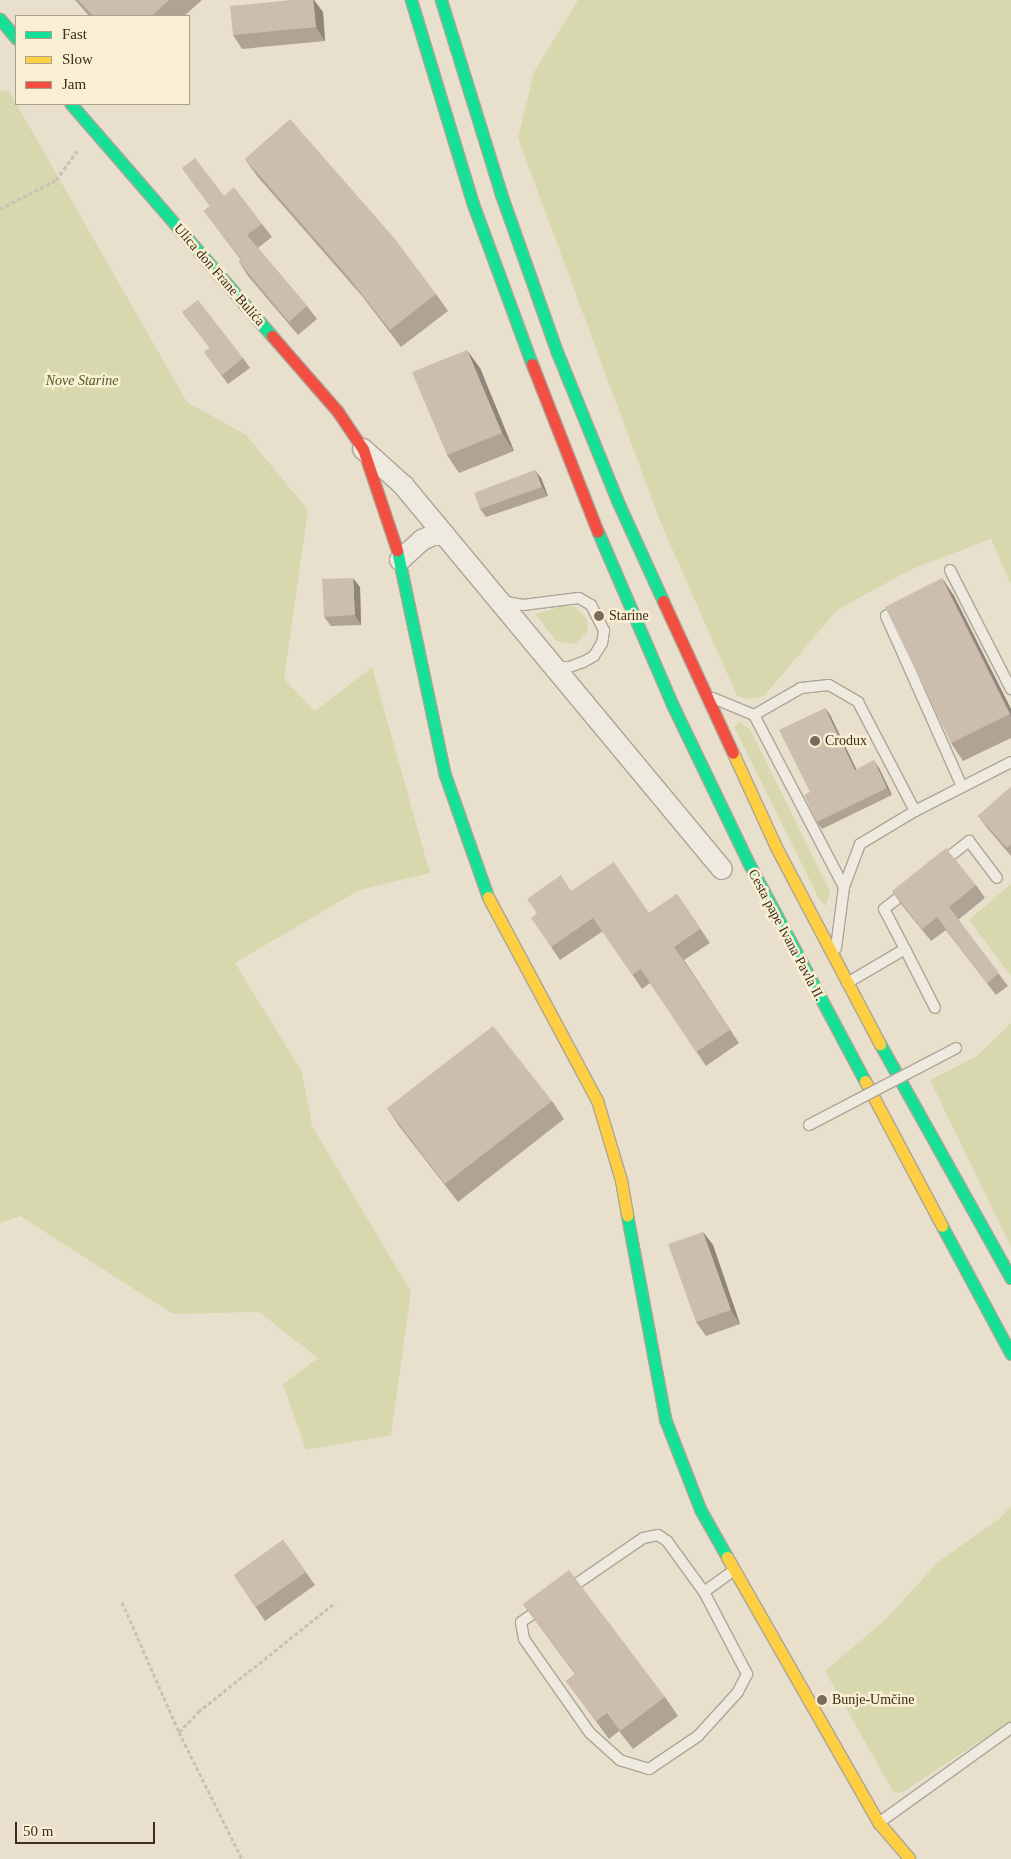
<!DOCTYPE html>
<meta charset="utf-8">
<style>
body{margin:0}
#map{position:relative;width:1011px;height:1859px;overflow:hidden;background:#e8e0cd;font-family:"Times New Roman",serif}
div>[style]{position:absolute}
.green>*{inset:0;background:#d8d8ae}
.path>*{height:3px;margin-top:-1.5px;transform-origin:0;background:repeating-linear-gradient(90deg,#c8c1b6 0 4px,transparent 0 6.5px)}
.roads{filter:drop-shadow(1px 0 #ada596) drop-shadow(-1px 0 #ada596) drop-shadow(0 1px #ada596) drop-shadow(0 -1px #ada596)}
.lane>*{height:10px;margin:-5px;padding:0 5px;transform-origin:5px;border-radius:5px;background:#efeae0}
.street>*{height:20px;margin:-10px;padding:0 10px;transform-origin:10px;border-radius:10px;background:#efeae0}
.fast>*{height:11px;margin:-5.5px;padding:0 5.5px;transform-origin:5.5px;border-radius:5.5px;background:#16e098}
.slow>*{height:11px;margin:-5.5px;padding:0 5.5px;transform-origin:5.5px;border-radius:5.5px;background:#ffcf43}
.jam>*{height:11px;margin:-5.5px;padding:0 5.5px;transform-origin:5.5px;border-radius:5.5px;background:#f24e42}
.bridges{filter:drop-shadow(1px 0 #ada596) drop-shadow(-1px 0 #ada596) drop-shadow(0 1px #ada596) drop-shadow(0 -1px #ada596)}
.lane-bridge>*{height:10px;margin:-5px;padding:0 5px;transform-origin:5px;border-radius:5px;background:#efeae0}
.wall>*{inset:0;background:#afa396}
.shaded-wall>*{inset:0;background:#8f857a}
.building>*{inset:0;background:#ccbeae}
.dots>*{width:14px;height:14px;translate:-50% -50%;box-sizing:border-box;border:2px solid #f9efd3;border-radius:50%}
span{translate:-50% -50%;white-space:nowrap;text-align:center;line-height:1.15;-webkit-text-stroke:5px #f9efd3;paint-order:stroke}
.street-label{font-size:14px;color:#3d2d1d}
.park-label{font-size:14px;color:#4c5c21;font-style:italic}
.poi-label{font-size:14px;color:#3d2d1d}
.left{translate:0 -50%;text-align:left}
.legend{position:absolute;left:15px;top:15px;width:175px;height:90px;box-sizing:border-box;background:#f9efd3;border:1px solid #aea18a;margin:0;padding:6px 9px;list-style:none;font-size:15px;color:#3d2d1d}
.legend li{display:flex;align-items:center;gap:10px;height:25px}
.legend b{width:25px;border:1px solid #aea18a}
.scale{position:absolute;left:15px;top:1822px;width:140px;height:22px;box-sizing:border-box;border:2px solid #3d2d1d;border-top:0;padding-left:6px;font-size:15px;line-height:18px;white-space:nowrap;color:#3d2d1d;-webkit-text-stroke:4px #f9efd3;paint-order:stroke}
</style>
<div id="map">
<div class="green">
<i style="clip-path:polygon(578px 0,1011px 0,1011px 584px,991px 539px,912px 569px,837px 610px,764px 696px,748px 699px,737px 696px,660px 521px,518px 138px,534px 72px)"></i>
<i style="clip-path:polygon(0 90px,9px 91px,187px 402px,246px 435px,308px 510px,284px 679px,315px 711px,372px 667px,430px 873px,359px 890px,235px 963px,302px 1072px,312px 1126px,411px 1292px,391px 1435px,306px 1450px,283px 1384px,318px 1358px,259px 1312px,173px 1314px,20px 1216px,0 1223px)"></i>
<i style="clip-path:polygon(564px 606px,575px 607px,587px 620px,588px 631px,575px 644px,556px 641px,535px 614px)"></i>
<i style="clip-path:polygon(739px 722px,750px 729px,830px 891px,826px 906px,820px 901px,734px 727px)"></i>
<i style="clip-path:polygon(1011px 884px,1011px 976px,969px 920px)"></i>
<i style="clip-path:polygon(1011px 1023px,1011px 1247px,930px 1080px,977px 1056px)"></i>
<i style="clip-path:polygon(1011px 1506px,1011px 1721px,904px 1791px,894px 1793px,825px 1671px,886px 1619px,938px 1562px,999px 1519px)"></i>
</div>
<div class="path">
<i style="left:0;top:209px;width:63px;rotate:-27.4deg"></i>
<i style="left:56px;top:180px;width:39px;rotate:-54deg"></i>
<i style="left:122px;top:1602px;width:142px;rotate:66.3deg"></i>
<i style="left:179px;top:1732px;width:142px;rotate:63.6deg"></i>
<i style="left:179px;top:1732px;width:28px;rotate:-46deg"></i>
<i style="left:198px;top:1712px;width:176px;rotate:-38.6deg"></i>
</div>
<div class="roads">
<div class="lane">
<i style="left:950px;top:570px;width:134px;rotate:62.9deg"></i>
<i style="left:501px;top:601px;width:22px;rotate:10deg"></i>
<i style="left:523px;top:605px;width:56px;rotate:-7.1deg"></i>
<i style="left:579px;top:598px;width:14px;rotate:30deg"></i>
<i style="left:591px;top:605px;width:29px;rotate:63deg"></i>
<i style="left:604px;top:631px;width:12px;rotate:99deg"></i>
<i style="left:602px;top:643px;width:15px;rotate:122deg"></i>
<i style="left:594px;top:656px;width:13px;rotate:151deg"></i>
<i style="left:583px;top:662px;width:15px;rotate:160deg"></i>
<i style="left:569px;top:667px;width:12px;rotate:180deg"></i>
<i style="left:901px;top:608px;width:17px;rotate:152deg"></i>
<i style="left:886px;top:616px;width:187px;rotate:66deg"></i>
<i style="left:713px;top:698px;width:44px;rotate:22.5deg"></i>
<i style="left:754px;top:715px;width:194px;rotate:62.4deg"></i>
<i style="left:844px;top:887px;width:62px;rotate:97.5deg"></i>
<i style="left:754px;top:715px;width:54px;rotate:-29.9deg"></i>
<i style="left:801px;top:688px;width:28px;rotate:-6deg"></i>
<i style="left:829px;top:685px;width:34px;rotate:30deg"></i>
<i style="left:858px;top:702px;width:123px;rotate:62.4deg"></i>
<i style="left:915px;top:811px;width:64px;rotate:149deg"></i>
<i style="left:860px;top:844px;width:46px;rotate:110.4deg"></i>
<i style="left:915px;top:811px;width:108px;rotate:-27deg"></i>
<i style="left:941px;top:863px;width:36px;rotate:-38deg"></i>
<i style="left:969px;top:841px;width:46px;rotate:52.9deg"></i>
<i style="left:905px;top:949px;width:45px;rotate:-117.7deg"></i>
<i style="left:884px;top:909px;width:29px;rotate:-38deg"></i>
<i style="left:847px;top:983px;width:67px;rotate:-30.4deg"></i>
<i style="left:905px;top:949px;width:66px;rotate:63deg"></i>
<i style="left:658px;top:1535px;width:11px;rotate:34deg"></i>
<i style="left:667px;top:1541px;width:63px;rotate:54deg"></i>
<i style="left:704px;top:1592px;width:93px;rotate:62.3deg"></i>
<i style="left:747px;top:1674px;width:20px;rotate:117deg"></i>
<i style="left:738px;top:1692px;width:59px;rotate:132.3deg"></i>
<i style="left:698px;top:1736px;width:59px;rotate:146deg"></i>
<i style="left:649px;top:1769px;width:30px;rotate:-163deg"></i>
<i style="left:620px;top:1760px;width:40px;rotate:-138deg"></i>
<i style="left:590px;top:1733px;width:115px;rotate:-125.1deg"></i>
<i style="left:524px;top:1639px;width:17px;rotate:-100deg"></i>
<i style="left:521px;top:1622px;width:148px;rotate:-34.5deg"></i>
<i style="left:643px;top:1538px;width:15px;rotate:-11deg"></i>
<i style="left:704px;top:1592px;width:37px;rotate:-36deg"></i>
<i style="left:880px;top:1822px;width:161px;rotate:-35.7deg"></i>
</div>
<div class="street">
<i style="left:363px;top:449px;width:54px;rotate:42deg"></i>
<i style="left:403px;top:485px;width:499px;rotate:50.3deg"></i>
<i style="left:400px;top:560px;width:30px;rotate:-42deg"></i>
<i style="left:422px;top:540px;width:12px;rotate:-24deg"></i>
<i style="left:433px;top:535px;width:12px"></i>
</div>
<div class="fast">
<i style="left:411px;top:0;width:213px;rotate:73.1deg"></i>
<i style="left:473px;top:204px;width:171px;rotate:69.8deg"></i>
<i style="left:441px;top:0;width:203px;rotate:72.8deg"></i>
<i style="left:501px;top:194px;width:168px;rotate:70.5deg"></i>
<i style="left:557px;top:352px;width:160px;rotate:67.9deg"></i>
<i style="left:617px;top:500px;width:111px;rotate:65.5deg"></i>
<i style="left:0;top:19px;width:25px;rotate:50deg"></i>
<i style="left:71px;top:104px;width:307px;rotate:49.1deg"></i>
<i style="left:598px;top:532px;width:187px;rotate:66.7deg"></i>
<i style="left:672px;top:704px;width:175px;rotate:64.3deg"></i>
<i style="left:748px;top:862px;width:248px;rotate:61.9deg"></i>
<i style="left:397px;top:550px;width:230px;rotate:78deg"></i>
<i style="left:445px;top:775px;width:129px;rotate:70.6deg"></i>
<i style="left:880px;top:1044px;width:268px;rotate:60.8deg"></i>
<i style="left:627px;top:1215px;width:208px;rotate:79.4deg"></i>
<i style="left:665px;top:1419px;width:97px;rotate:68.7deg"></i>
<i style="left:700px;top:1509px;width:55px;rotate:60.6deg"></i>
<i style="left:942px;top:1226px;width:145px;rotate:61.7deg"></i>
</div>
<div class="slow">
<i style="left:733px;top:753px;width:103px;rotate:65.4deg"></i>
<i style="left:776px;top:847px;width:223px;rotate:62.2deg"></i>
<i style="left:488px;top:897px;width:230px;rotate:61.8deg"></i>
<i style="left:597px;top:1100px;width:84px;rotate:73.3deg"></i>
<i style="left:621px;top:1180px;width:36px;rotate:80deg"></i>
<i style="left:865px;top:1081px;width:164px;rotate:62deg"></i>
<i style="left:727px;top:1557px;width:306px;rotate:60.3deg"></i>
<i style="left:879px;top:1823px;width:46px;rotate:49.4deg"></i>
</div>
<div class="jam">
<i style="left:272px;top:336px;width:101px;rotate:49deg"></i>
<i style="left:338px;top:412px;width:45px;rotate:56deg"></i>
<i style="left:363px;top:449px;width:107px;rotate:71.4deg"></i>
<i style="left:532px;top:364px;width:180px;rotate:68.6deg"></i>
<i style="left:663px;top:601px;width:167px;rotate:65.3deg"></i>
</div>
</div>
<div class="bridges">
<div class="lane-bridge">
<i style="left:809px;top:1125px;width:166px;rotate:-27.6deg"></i>
</div>
</div>
<div class="wall">
<i style="clip-path:polygon(75px 0,202px 0,184px 16px,89px 16px)"></i>
<i style="clip-path:polygon(323px 12px,325px 41px,242px 49px,233px 35px)"></i>
<i style="clip-path:polygon(245px 159px,436px 294px,448px 311px,401px 347px,362px 296px,257px 176px)"></i>
<i style="clip-path:polygon(182px 168px,224px 196px,262px 224px,272px 237px,258px 248px,307px 306px,317px 319px,298px 335px,248px 276px,239px 262px,241px 260px,204px 211px,210px 206px)"></i>
<i style="clip-path:polygon(182px 312px,243px 358px,250px 368px,228px 384px,204px 352px,210px 348px)"></i>
<i style="clip-path:polygon(480px 368px,514px 451px,459px 473px,447px 455px)"></i>
<i style="clip-path:polygon(541px 478px,548px 496px,486px 517px,480px 509px)"></i>
<i style="clip-path:polygon(942px 578px,954px 596px,1011px 709px,1011px 738px,963px 761px,951px 743px)"></i>
<i style="clip-path:polygon(360px 587px,361px 625px,331px 626px,324px 617px)"></i>
<i style="clip-path:polygon(825px 708px,830px 715px,856px 769px,879px 768px,892px 795px,822px 829px,817px 822px,810px 792px)"></i>
<i style="clip-path:polygon(1011px 787px,1011px 856px,988px 829px,978px 816px)"></i>
<i style="clip-path:polygon(976px 885px,985px 898px,958px 920px,1008px 986px,996px 995px,946px 930px,931px 941px,901px 904px,892px 891px)"></i>
<i style="clip-path:polygon(572px 891px,649px 913px,677px 894px,710px 943px,684px 960px,739px 1043px,706px 1066px,650px 983px,642px 989px,603px 931px,560px 960px,551px 947px)"></i>
<i style="clip-path:polygon(552px 1101px,564px 1119px,458px 1202px,399px 1126px,387px 1108px)"></i>
<i style="clip-path:polygon(703px 1232px,713px 1245px,740px 1324px,706px 1336px,696px 1322px)"></i>
<i style="clip-path:polygon(283px 1540px,315px 1585px,265px 1621px,234px 1575px)"></i>
<i style="clip-path:polygon(523px 1604px,665px 1697px,678px 1716px,633px 1749px,619px 1731px,609px 1739px,566px 1681px,575px 1674px)"></i>
</div>
<div class="shaded-wall">
<i style="clip-path:polygon(313px 0,314px 0,323px 12px,325px 41px,316px 27px)"></i>
<i style="clip-path:polygon(467px 350px,480px 368px,514px 451px,502px 433px)"></i>
<i style="clip-path:polygon(535px 470px,541px 478px,548px 496px,542px 487px)"></i>
<i style="clip-path:polygon(353px 578px,360px 587px,361px 625px,355px 615px)"></i>
<i style="clip-path:polygon(942px 578px,954px 596px,1011px 709px,1011px 716px)"></i>
<i style="clip-path:polygon(825px 708px,830px 715px,860px 777px,855px 770px)"></i>
<i style="clip-path:polygon(874px 760px,879px 768px,892px 795px,887px 788px)"></i>
<i style="clip-path:polygon(703px 1232px,713px 1245px,740px 1324px,731px 1310px)"></i>
</div>
<div class="building">
<i style="clip-path:polygon(78px 0,169px 0,152px 16px,93px 16px)"></i>
<i style="clip-path:polygon(292px 0,313px 0,316px 27px,233px 35px,230px 6px)"></i>
<i style="clip-path:polygon(290px 119px,395px 239px,436px 294px,390px 330px,350px 279px,245px 159px)"></i>
<i style="clip-path:polygon(195px 158px,224px 196px,234px 187px,262px 224px,247px 235px,307px 306px,289px 322px,239px 262px,242px 260px,204px 211px,210px 206px,182px 168px)"></i>
<i style="clip-path:polygon(198px 300px,243px 358px,222px 375px,204px 352px,210px 348px,182px 312px)"></i>
<i style="clip-path:polygon(467px 350px,502px 433px,447px 455px,412px 372px)"></i>
<i style="clip-path:polygon(535px 470px,542px 487px,480px 509px,474px 493px)"></i>
<i style="clip-path:polygon(353px 578px,355px 615px,324px 617px,322px 579px)"></i>
<i style="clip-path:polygon(942px 578px,1010px 714px,951px 743px,885px 607px)"></i>
<i style="clip-path:polygon(825px 708px,855px 770px,874px 760px,887px 788px,817px 822px,804px 795px,810px 792px,779px 730px)"></i>
<i style="clip-path:polygon(1011px 787px,1011px 844px,1007px 848px,978px 816px)"></i>
<i style="clip-path:polygon(946px 848px,976px 885px,949px 907px,999px 973px,987px 983px,937px 917px,922px 929px,892px 891px)"></i>
<i style="clip-path:polygon(614px 862px,649px 913px,677px 894px,700px 929px,674px 947px,730px 1030px,696px 1052px,641px 969px,632px 975px,593px 918px,551px 947px,531px 918px,537px 913px,527px 899px,561px 875px,571px 891px)"></i>
<i style="clip-path:polygon(493px 1026px,552px 1101px,445px 1184px,387px 1108px)"></i>
<i style="clip-path:polygon(703px 1232px,731px 1310px,696px 1322px,668px 1244px)"></i>
<i style="clip-path:polygon(283px 1540px,306px 1572px,256px 1607px,234px 1575px)"></i>
<i style="clip-path:polygon(569px 1570px,665px 1697px,620px 1731px,607px 1713px,596px 1721px,566px 1681px,576px 1674px,523px 1604px)"></i>
</div>
<div class="dots">
<i style="left:599px;top:616px;background:#796c5b"></i>
<i style="left:815px;top:741px;background:#796c5b"></i>
<i style="left:822px;top:1700px;background:#796c5b"></i>
</div>
<div class="street-label">
<span style="left:219px;top:275px;rotate:49deg">Ulica don Frane Bulića</span>
<span style="left:786px;top:935px;rotate:62deg">Cesta pape Ivana Pavla II.</span>
</div>
<div class="park-label">
<span style="left:82px;top:381px">Nove Starine</span>
</div>
<div class="poi-label">
<span class="left" style="left:609px;top:616px">Starine</span>
<span class="left" style="left:825px;top:741px">Crodux</span>
<span class="left" style="left:832px;top:1700px">Bunje-Umčine</span>
</div>
<ul class="legend">
<li><b style="height:6px;background:#16e098"></b>Fast</li>
<li><b style="height:6px;background:#ffcf43"></b>Slow</li>
<li><b style="height:6px;background:#f24e42"></b>Jam</li>
</ul>
<div class="scale">50 m</div>
</div>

# # # #

- [WORK ORDER]:
Return, from the material above, each line holding the string "bridges".

- [TASK OUTPUT]:
.bridges{filter:drop-shadow(1px 0 #ada596) drop-shadow(-1px 0 #ada596) drop-shadow(0 1px #ada596) drop-shadow(0 -1px #ada596)}
<div class="bridges">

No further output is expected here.